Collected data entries
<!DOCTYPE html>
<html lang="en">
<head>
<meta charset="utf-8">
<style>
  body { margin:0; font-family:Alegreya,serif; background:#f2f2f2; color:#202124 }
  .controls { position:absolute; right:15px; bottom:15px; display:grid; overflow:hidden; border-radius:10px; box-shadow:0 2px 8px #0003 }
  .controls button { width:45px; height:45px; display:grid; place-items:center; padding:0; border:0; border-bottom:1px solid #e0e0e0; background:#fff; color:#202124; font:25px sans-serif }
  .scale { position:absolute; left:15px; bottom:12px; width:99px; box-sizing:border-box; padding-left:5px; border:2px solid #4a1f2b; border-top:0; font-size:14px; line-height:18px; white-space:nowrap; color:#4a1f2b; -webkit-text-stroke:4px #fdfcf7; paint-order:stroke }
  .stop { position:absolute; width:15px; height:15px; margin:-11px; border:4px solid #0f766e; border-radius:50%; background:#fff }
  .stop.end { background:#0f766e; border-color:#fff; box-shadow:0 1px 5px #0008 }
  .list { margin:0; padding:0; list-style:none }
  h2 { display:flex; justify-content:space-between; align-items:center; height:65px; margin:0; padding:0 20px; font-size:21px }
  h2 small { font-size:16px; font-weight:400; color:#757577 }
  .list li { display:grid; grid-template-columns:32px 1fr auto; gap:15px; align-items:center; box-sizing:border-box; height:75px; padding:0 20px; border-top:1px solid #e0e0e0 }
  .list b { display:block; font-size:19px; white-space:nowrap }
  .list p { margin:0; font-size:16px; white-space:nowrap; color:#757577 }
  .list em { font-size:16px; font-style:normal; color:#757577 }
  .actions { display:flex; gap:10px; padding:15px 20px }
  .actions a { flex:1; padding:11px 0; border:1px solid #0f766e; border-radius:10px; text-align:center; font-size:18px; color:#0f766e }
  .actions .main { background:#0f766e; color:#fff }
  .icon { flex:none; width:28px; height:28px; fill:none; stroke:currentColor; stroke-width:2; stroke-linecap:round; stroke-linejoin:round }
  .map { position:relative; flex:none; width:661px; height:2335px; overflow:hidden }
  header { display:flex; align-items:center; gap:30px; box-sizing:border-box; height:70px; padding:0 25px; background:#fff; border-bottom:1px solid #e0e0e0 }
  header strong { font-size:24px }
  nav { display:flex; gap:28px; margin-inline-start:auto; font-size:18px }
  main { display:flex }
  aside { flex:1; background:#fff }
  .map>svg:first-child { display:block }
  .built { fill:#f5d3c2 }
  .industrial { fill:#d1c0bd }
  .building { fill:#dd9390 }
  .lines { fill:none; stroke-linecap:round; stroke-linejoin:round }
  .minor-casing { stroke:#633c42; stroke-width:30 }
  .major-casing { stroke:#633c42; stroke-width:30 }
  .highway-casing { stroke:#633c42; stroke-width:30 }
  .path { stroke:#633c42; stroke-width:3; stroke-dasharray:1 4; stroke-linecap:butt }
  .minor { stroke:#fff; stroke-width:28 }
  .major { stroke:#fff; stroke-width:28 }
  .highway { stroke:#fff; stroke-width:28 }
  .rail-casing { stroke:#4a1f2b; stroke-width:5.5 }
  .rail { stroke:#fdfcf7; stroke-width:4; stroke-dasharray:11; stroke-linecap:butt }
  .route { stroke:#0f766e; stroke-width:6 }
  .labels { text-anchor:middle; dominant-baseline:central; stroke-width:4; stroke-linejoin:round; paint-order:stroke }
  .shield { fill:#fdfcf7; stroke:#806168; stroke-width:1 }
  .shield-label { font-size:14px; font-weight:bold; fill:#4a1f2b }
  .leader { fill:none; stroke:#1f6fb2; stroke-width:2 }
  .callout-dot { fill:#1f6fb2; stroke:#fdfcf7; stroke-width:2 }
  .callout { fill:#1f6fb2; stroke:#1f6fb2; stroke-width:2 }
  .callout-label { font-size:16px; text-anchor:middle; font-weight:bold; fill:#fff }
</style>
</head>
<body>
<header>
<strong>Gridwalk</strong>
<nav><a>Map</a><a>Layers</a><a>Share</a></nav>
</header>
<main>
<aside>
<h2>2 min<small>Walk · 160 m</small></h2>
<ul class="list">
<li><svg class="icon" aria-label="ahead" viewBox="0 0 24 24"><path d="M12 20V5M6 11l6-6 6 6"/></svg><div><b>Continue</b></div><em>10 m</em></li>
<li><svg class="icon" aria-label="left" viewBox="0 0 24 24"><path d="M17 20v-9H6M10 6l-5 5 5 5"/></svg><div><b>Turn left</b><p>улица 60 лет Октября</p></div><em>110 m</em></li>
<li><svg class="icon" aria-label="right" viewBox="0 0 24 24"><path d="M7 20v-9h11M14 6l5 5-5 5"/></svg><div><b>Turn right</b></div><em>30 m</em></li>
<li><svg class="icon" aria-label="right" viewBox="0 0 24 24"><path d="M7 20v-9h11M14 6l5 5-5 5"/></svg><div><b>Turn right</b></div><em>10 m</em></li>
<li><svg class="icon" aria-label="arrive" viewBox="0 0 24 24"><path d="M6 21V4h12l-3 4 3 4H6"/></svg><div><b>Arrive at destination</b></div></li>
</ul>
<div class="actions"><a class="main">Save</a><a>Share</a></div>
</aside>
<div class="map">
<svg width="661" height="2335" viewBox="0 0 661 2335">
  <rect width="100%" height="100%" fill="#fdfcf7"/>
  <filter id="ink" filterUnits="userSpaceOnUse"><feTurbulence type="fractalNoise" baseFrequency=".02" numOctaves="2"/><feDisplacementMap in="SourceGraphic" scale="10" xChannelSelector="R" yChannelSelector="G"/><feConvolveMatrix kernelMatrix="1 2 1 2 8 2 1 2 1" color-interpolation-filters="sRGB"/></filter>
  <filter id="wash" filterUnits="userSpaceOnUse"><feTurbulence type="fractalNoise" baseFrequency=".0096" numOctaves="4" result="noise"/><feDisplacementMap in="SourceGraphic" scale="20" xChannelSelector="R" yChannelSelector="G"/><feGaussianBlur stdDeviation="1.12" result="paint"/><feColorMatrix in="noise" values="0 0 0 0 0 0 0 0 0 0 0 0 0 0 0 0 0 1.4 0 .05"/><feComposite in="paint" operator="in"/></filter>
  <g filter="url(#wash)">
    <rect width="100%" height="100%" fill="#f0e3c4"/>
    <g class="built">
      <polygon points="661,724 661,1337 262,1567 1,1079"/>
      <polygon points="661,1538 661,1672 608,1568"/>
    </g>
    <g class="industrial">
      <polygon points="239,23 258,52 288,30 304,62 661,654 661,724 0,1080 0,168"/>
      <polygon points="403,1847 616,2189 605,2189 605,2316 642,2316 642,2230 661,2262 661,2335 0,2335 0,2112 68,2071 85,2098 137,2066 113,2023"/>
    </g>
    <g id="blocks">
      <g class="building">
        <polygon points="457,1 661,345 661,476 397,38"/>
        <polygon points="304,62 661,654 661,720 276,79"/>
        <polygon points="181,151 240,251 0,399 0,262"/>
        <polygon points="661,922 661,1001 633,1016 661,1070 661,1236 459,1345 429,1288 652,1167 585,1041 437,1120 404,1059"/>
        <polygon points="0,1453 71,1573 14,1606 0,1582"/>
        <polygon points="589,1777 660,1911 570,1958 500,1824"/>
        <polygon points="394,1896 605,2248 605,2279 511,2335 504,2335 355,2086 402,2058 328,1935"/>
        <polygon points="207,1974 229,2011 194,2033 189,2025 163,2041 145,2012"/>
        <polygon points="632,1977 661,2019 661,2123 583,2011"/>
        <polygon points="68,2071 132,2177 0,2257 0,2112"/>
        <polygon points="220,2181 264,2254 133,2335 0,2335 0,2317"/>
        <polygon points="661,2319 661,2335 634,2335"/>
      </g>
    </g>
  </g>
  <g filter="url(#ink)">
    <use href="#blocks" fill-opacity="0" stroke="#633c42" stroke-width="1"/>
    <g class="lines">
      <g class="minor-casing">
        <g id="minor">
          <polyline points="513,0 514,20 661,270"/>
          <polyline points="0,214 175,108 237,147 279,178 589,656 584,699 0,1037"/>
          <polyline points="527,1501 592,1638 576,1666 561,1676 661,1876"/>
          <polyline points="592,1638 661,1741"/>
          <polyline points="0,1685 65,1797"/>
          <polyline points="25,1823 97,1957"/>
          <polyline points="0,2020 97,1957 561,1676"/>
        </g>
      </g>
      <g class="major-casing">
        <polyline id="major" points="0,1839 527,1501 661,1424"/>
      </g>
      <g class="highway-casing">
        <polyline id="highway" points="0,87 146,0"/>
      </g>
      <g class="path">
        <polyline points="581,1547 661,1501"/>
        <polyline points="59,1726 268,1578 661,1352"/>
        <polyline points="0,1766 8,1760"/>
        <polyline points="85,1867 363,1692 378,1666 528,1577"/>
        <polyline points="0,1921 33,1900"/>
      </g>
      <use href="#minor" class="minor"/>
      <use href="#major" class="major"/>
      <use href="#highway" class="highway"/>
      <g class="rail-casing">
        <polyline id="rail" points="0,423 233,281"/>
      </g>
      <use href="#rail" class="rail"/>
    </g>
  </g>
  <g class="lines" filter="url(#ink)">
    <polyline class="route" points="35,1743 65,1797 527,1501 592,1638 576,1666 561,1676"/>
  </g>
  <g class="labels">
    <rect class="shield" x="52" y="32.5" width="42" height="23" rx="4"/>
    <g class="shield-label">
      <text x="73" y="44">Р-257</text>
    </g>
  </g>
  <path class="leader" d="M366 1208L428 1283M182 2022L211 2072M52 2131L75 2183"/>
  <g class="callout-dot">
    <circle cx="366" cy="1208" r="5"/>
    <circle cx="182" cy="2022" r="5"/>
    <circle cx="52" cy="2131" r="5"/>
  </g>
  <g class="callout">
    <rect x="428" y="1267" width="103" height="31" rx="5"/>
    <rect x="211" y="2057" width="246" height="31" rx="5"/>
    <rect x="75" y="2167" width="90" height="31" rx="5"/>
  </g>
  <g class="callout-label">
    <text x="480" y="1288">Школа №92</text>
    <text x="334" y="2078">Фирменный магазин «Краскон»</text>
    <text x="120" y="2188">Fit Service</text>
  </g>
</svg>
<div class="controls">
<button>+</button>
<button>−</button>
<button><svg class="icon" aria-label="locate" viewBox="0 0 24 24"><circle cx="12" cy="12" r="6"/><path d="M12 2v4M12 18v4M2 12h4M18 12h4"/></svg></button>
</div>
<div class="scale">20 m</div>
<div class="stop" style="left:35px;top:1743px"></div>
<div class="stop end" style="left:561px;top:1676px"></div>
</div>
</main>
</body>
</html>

PROBLEM TO WORK ON
An answer is complete only when it holds every line above containing the string "radius".

EXERCISE ANSWER
  .controls { position:absolute; right:15px; bottom:15px; display:grid; overflow:hidden; border-radius:10px; box-shadow:0 2px 8px #0003 }
  .stop { position:absolute; width:15px; height:15px; margin:-11px; border:4px solid #0f766e; border-radius:50%; background:#fff }
  .actions a { flex:1; padding:11px 0; border:1px solid #0f766e; border-radius:10px; text-align:center; font-size:18px; color:#0f766e }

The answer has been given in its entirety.